What the exercise asks: Every line of the material has to be retyped exactly.

⟨

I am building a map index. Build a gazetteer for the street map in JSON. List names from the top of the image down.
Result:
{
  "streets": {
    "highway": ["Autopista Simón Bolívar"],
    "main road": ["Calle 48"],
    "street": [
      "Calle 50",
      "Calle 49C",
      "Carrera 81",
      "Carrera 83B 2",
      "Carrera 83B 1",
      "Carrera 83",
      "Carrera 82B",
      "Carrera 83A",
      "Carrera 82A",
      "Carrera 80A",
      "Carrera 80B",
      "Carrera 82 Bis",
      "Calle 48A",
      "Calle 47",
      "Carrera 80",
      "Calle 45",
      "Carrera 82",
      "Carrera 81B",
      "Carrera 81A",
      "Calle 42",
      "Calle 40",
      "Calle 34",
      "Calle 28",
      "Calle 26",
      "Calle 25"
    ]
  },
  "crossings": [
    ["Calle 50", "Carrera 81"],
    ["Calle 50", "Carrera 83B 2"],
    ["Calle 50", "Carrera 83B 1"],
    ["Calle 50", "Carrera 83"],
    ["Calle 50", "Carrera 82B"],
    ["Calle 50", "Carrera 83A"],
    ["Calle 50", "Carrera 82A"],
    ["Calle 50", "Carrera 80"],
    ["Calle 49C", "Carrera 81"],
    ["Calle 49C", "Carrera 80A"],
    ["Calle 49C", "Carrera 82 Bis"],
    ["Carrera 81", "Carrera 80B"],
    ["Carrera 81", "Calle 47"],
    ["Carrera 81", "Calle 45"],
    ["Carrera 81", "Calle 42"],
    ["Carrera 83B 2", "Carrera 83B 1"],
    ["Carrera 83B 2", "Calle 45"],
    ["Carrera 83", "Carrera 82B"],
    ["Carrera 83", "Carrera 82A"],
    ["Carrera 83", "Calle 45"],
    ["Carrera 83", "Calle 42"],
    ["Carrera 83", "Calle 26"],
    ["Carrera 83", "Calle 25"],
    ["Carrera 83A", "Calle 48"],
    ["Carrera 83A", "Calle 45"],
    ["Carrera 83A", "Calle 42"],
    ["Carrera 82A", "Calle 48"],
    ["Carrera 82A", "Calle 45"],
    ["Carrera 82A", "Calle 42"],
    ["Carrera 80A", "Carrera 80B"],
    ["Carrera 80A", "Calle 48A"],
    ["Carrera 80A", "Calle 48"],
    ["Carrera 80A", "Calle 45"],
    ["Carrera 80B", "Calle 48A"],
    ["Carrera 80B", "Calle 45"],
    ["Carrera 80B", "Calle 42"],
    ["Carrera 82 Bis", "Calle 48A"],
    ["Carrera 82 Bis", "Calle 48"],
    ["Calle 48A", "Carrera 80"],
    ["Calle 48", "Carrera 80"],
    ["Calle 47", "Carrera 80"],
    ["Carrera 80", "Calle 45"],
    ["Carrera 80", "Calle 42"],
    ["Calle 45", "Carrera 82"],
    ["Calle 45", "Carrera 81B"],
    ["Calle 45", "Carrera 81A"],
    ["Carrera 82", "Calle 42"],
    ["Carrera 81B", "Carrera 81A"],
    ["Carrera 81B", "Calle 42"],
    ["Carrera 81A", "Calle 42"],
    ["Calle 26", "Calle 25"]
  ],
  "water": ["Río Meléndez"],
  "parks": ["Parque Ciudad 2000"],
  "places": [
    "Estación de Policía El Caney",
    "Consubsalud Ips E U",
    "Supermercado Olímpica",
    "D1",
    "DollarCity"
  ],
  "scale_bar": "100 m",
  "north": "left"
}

⟩

Answer box:
I am building a map index. Build a gazetteer for the street map in JSON. List names from the top of the image down.
Result:
{
  "streets": {
    "highway": ["Autopista Simón Bolívar"],
    "main road": ["Calle 48"],
    "street": [
      "Calle 50",
      "Calle 49C",
      "Carrera 81",
      "Carrera 83B 2",
      "Carrera 83B 1",
      "Carrera 83",
      "Carrera 82B",
      "Carrera 83A",
      "Carrera 82A",
      "Carrera 80A",
      "Carrera 80B",
      "Carrera 82 Bis",
      "Calle 48A",
      "Calle 47",
      "Carrera 80",
      "Calle 45",
      "Carrera 82",
      "Carrera 81B",
      "Carrera 81A",
      "Calle 42",
      "Calle 40",
      "Calle 34",
      "Calle 28",
      "Calle 26",
      "Calle 25"
    ]
  },
  "crossings": [
    ["Calle 50", "Carrera 81"],
    ["Calle 50", "Carrera 83B 2"],
    ["Calle 50", "Carrera 83B 1"],
    ["Calle 50", "Carrera 83"],
    ["Calle 50", "Carrera 82B"],
    ["Calle 50", "Carrera 83A"],
    ["Calle 50", "Carrera 82A"],
    ["Calle 50", "Carrera 80"],
    ["Calle 49C", "Carrera 81"],
    ["Calle 49C", "Carrera 80A"],
    ["Calle 49C", "Carrera 82 Bis"],
    ["Carrera 81", "Carrera 80B"],
    ["Carrera 81", "Calle 47"],
    ["Carrera 81", "Calle 45"],
    ["Carrera 81", "Calle 42"],
    ["Carrera 83B 2", "Carrera 83B 1"],
    ["Carrera 83B 2", "Calle 45"],
    ["Carrera 83", "Carrera 82B"],
    ["Carrera 83", "Carrera 82A"],
    ["Carrera 83", "Calle 45"],
    ["Carrera 83", "Calle 42"],
    ["Carrera 83", "Calle 26"],
    ["Carrera 83", "Calle 25"],
    ["Carrera 83A", "Calle 48"],
    ["Carrera 83A", "Calle 45"],
    ["Carrera 83A", "Calle 42"],
    ["Carrera 82A", "Calle 48"],
    ["Carrera 82A", "Calle 45"],
    ["Carrera 82A", "Calle 42"],
    ["Carrera 80A", "Carrera 80B"],
    ["Carrera 80A", "Calle 48A"],
    ["Carrera 80A", "Calle 48"],
    ["Carrera 80A", "Calle 45"],
    ["Carrera 80B", "Calle 48A"],
    ["Carrera 80B", "Calle 45"],
    ["Carrera 80B", "Calle 42"],
    ["Carrera 82 Bis", "Calle 48A"],
    ["Carrera 82 Bis", "Calle 48"],
    ["Calle 48A", "Carrera 80"],
    ["Calle 48", "Carrera 80"],
    ["Calle 47", "Carrera 80"],
    ["Carrera 80", "Calle 45"],
    ["Carrera 80", "Calle 42"],
    ["Calle 45", "Carrera 82"],
    ["Calle 45", "Carrera 81B"],
    ["Calle 45", "Carrera 81A"],
    ["Carrera 82", "Calle 42"],
    ["Carrera 81B", "Carrera 81A"],
    ["Carrera 81B", "Calle 42"],
    ["Carrera 81A", "Calle 42"],
    ["Calle 26", "Calle 25"]
  ],
  "water": ["Río Meléndez"],
  "parks": ["Parque Ciudad 2000"],
  "places": [
    "Estación de Policía El Caney",
    "Consubsalud Ips E U",
    "Supermercado Olímpica",
    "D1",
    "DollarCity"
  ],
  "scale_bar": "100 m",
  "north": "left"
}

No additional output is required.